È fuori di dubbio che durante le ore di scuola e di attività didattica non si possa utilizzare un cellulare per distrarsi e fare altro; per questo motivo comprendo e sono d’accordo con le scuole che ritirano in alcuni momenti i cellulari. Ma perché vietarne l’utilizzo sempre, anche per attività didattiche e educative, e quindi dentro uno strutturato protocollo di regole e tempi?
Una scuola che, di principio, decide di non insegnare ai più giovani ad utilizzare in modo sano, proficuo ed efficace uno strumento tanto potente non rinuncia di fatto al suo ruolo di aiutare i ragazzi a crescere e ad abitare questo mondo tecnologico in modo positivo, veramente umano?
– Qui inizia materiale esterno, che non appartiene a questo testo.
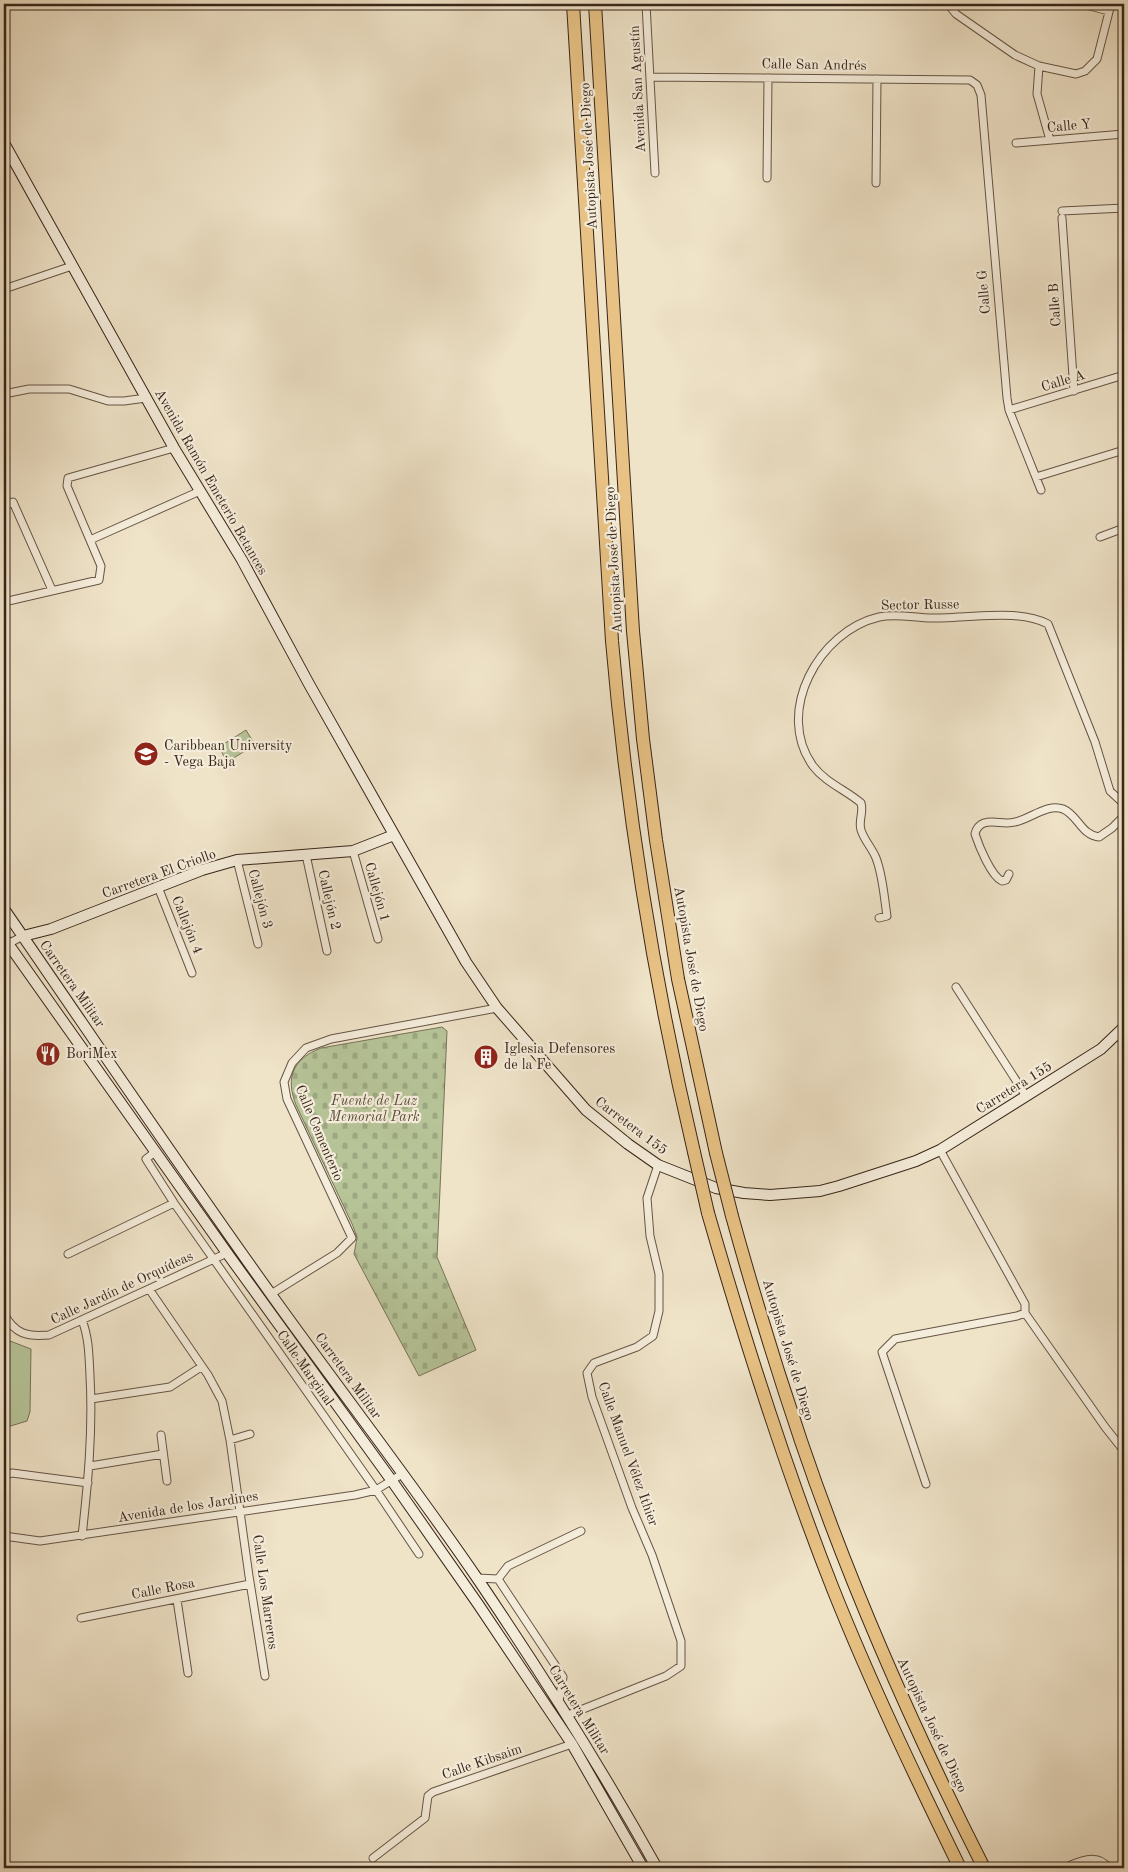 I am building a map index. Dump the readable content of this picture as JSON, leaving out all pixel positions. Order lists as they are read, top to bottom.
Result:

Lasciare lo smartphone confinato al tempo libero non significa ridurlo, ancor più di quello che già è, a strumento per sciocchezze se non per schifezze?
E se insegnassimo ai ragazzi a usarlo per ricercare informazioni utili, costruire contatti positivi, condividere idee e pensieri? E se, invece di demonizzarlo a prescindere, iniziassimo a offrire un sano approccio critico che impara a distinguere e a scegliere per il bene? E se insegnassimo loro a scoprire che c’è un tempo per usarlo e uno per spegnerlo, anche a scuola?
Non ho dubbi che l’avvento del digitale e l’irruzione dei sistemi di intelligenza artificiale nella vita dei ragazzi avrà un impatto micidiale anche sui sistemi didattici e l’intero mondo della scuola. Grande è la fatica che attende il corpo docente e tutto il mondo scolastico. Per questo esso va sostenuto con idee coraggiose, strumenti adeguati, illuminate sperimentazione realistiche.
Esattamente il contrario di proibizioni universali e di inviti alla riscoperta di carta e penna. Più che risolvere problemi, queste indicazioni mostrano una preoccupante mancanza di idee.